I sucked on my finger, and said nothing. I didn’t know what I truly thought. My thoughts were a tottery structure, not an active unity. This farrago about leaders, words, actions, these thoughts didn’t form me; I didn’t hold them; I only entertained them. But what might seal them to me? And why had I shown Fernando my letter? Why had I written my father? Like Betancourt peering about in Isaias’s field, I needed the reassurance of others. I, too, stood in the field of the dead. Or worse: on the truck, writing home, I felt myself in the kitchen of my family’s second house. I saw the wicker chairs, the cups of hot drinks from a height just above the table. I was a young boy, hurtling around the glass table.
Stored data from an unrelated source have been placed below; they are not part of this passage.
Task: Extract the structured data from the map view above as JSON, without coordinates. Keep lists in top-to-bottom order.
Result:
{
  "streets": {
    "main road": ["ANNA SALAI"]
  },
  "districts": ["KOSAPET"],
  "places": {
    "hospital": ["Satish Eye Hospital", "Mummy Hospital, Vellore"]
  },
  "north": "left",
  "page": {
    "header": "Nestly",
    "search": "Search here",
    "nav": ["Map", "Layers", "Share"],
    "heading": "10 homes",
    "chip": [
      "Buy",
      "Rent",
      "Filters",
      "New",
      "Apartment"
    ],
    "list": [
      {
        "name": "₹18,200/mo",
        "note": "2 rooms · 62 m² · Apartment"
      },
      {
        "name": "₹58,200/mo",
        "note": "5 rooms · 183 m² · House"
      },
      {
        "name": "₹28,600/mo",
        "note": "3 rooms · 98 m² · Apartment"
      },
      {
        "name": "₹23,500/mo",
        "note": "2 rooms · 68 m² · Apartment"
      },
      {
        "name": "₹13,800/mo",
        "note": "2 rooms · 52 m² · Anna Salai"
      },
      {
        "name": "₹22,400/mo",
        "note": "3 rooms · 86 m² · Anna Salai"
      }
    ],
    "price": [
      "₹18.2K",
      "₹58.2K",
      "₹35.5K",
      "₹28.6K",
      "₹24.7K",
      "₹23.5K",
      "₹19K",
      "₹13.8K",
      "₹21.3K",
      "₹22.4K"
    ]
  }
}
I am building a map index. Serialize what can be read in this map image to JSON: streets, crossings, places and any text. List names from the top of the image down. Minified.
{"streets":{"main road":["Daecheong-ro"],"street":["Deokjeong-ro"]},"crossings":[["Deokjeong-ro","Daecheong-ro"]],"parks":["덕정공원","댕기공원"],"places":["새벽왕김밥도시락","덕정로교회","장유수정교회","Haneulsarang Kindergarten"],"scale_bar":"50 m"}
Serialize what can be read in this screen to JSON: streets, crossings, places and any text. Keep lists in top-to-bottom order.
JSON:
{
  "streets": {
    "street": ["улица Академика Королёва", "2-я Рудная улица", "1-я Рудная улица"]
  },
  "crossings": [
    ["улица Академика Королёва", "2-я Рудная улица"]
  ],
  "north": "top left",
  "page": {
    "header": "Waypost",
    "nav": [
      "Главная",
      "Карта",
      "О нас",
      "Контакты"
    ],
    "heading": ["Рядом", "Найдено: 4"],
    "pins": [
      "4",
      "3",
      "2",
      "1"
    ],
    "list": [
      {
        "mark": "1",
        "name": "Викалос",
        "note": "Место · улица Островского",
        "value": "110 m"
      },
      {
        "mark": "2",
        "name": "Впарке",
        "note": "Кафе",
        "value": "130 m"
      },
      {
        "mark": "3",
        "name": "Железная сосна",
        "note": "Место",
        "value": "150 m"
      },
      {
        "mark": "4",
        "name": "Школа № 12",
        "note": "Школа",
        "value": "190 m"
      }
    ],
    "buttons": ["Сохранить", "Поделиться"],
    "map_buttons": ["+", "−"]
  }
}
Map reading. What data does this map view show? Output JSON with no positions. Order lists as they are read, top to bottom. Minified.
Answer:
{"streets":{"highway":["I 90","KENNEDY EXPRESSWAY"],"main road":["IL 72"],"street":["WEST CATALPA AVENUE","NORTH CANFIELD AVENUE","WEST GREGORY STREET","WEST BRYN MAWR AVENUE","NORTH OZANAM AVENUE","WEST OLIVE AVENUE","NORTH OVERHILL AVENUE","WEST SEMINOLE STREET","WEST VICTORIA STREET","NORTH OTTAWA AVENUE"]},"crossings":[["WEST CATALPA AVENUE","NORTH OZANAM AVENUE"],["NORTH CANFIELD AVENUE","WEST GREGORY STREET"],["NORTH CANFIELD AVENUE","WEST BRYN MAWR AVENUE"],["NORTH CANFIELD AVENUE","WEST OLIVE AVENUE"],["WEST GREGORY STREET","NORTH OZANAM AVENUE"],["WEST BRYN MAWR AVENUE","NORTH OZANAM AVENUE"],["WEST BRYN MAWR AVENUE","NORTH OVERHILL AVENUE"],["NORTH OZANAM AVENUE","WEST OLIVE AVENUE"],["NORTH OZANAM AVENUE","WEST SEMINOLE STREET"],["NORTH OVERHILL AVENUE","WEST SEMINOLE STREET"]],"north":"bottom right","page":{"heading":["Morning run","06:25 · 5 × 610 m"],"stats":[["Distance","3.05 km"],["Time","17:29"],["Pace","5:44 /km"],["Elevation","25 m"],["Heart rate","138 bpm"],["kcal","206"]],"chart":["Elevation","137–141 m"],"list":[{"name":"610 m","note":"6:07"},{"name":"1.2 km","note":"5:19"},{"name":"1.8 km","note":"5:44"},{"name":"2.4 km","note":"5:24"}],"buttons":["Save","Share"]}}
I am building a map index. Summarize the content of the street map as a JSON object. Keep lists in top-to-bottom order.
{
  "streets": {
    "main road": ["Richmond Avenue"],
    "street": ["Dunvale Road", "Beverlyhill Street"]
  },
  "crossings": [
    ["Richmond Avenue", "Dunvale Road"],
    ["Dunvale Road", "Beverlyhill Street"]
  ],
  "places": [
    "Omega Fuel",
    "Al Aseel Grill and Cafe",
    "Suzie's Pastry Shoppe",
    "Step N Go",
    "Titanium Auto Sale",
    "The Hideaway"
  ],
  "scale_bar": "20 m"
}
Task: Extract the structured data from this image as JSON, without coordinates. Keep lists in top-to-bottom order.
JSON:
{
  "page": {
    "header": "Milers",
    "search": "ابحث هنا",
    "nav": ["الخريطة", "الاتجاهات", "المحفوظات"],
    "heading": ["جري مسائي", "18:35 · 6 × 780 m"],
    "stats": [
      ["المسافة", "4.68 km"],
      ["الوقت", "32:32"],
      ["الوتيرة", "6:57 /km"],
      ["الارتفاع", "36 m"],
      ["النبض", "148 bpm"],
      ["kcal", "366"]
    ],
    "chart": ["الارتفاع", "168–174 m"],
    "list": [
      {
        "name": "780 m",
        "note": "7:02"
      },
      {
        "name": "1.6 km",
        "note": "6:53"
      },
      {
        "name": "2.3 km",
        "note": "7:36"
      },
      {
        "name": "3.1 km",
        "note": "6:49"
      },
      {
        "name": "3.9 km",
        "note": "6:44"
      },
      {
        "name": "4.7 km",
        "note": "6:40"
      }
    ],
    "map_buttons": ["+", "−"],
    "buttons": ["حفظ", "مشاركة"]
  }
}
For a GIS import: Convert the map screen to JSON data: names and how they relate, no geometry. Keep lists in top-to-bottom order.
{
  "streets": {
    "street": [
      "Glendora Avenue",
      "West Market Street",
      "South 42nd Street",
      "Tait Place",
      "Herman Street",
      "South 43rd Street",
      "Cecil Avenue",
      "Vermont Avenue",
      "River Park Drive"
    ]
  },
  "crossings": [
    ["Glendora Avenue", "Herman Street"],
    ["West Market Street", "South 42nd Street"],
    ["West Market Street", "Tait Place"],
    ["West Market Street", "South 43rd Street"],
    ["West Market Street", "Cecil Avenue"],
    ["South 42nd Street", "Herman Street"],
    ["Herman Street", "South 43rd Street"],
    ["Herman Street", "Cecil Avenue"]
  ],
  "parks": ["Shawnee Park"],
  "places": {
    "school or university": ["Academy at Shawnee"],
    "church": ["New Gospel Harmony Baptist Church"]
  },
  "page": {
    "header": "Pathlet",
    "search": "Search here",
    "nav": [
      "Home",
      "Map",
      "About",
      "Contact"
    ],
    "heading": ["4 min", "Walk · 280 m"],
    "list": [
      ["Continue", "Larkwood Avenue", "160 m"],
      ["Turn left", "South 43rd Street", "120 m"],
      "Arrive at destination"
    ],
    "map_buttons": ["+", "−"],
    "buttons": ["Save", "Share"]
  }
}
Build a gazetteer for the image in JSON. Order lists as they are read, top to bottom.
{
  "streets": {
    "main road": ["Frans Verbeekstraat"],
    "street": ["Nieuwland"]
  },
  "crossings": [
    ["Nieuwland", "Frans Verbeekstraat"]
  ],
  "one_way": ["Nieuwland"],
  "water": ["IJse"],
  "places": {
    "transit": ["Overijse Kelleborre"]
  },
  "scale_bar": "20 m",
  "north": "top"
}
I wrapped a bit of gauze around my forefinger and ripped it free with my teeth. A man in a dark-red tasseled poncho walked out of a hut halfway up the mountainside opposite us. He carried a staff in his right hand that glinted silver in the sun. An elder; when he instructed the children on planting, he struck them with the vara, inscribed the knowledge on their bodies so they wouldn’t forget. He looked towards the top of the mountain. He should see stone terraces, low walls in regular layers, moving towards him down the mountain’s face. The priest had given them instructions, brought by messenger from the Inca, given to the Inca by the sun. Good soil had been carried to the topmost planting areas. Now different foods might be grown, each crop happy at its own proper altitude. Ditches, sluices brought water up and down the mountain, to feed the terraces. No. He saw none of that. It was all no more. Only a few of the small stones from the terracing his ancestors had built. Why had they chosen such impossible places? They must have found exultation in the challenge of making the grand and difficult landscape accept them. They had mingled their blood with the land, made it theirs and the gods’, and now they couldn’t leave it. The elder looked up at the sun. It was twelve noon. The holiest hour. Still? I looked up too. The mountain bleached away. I stumbled on a rock and caught myself on Fernando’s shoulder.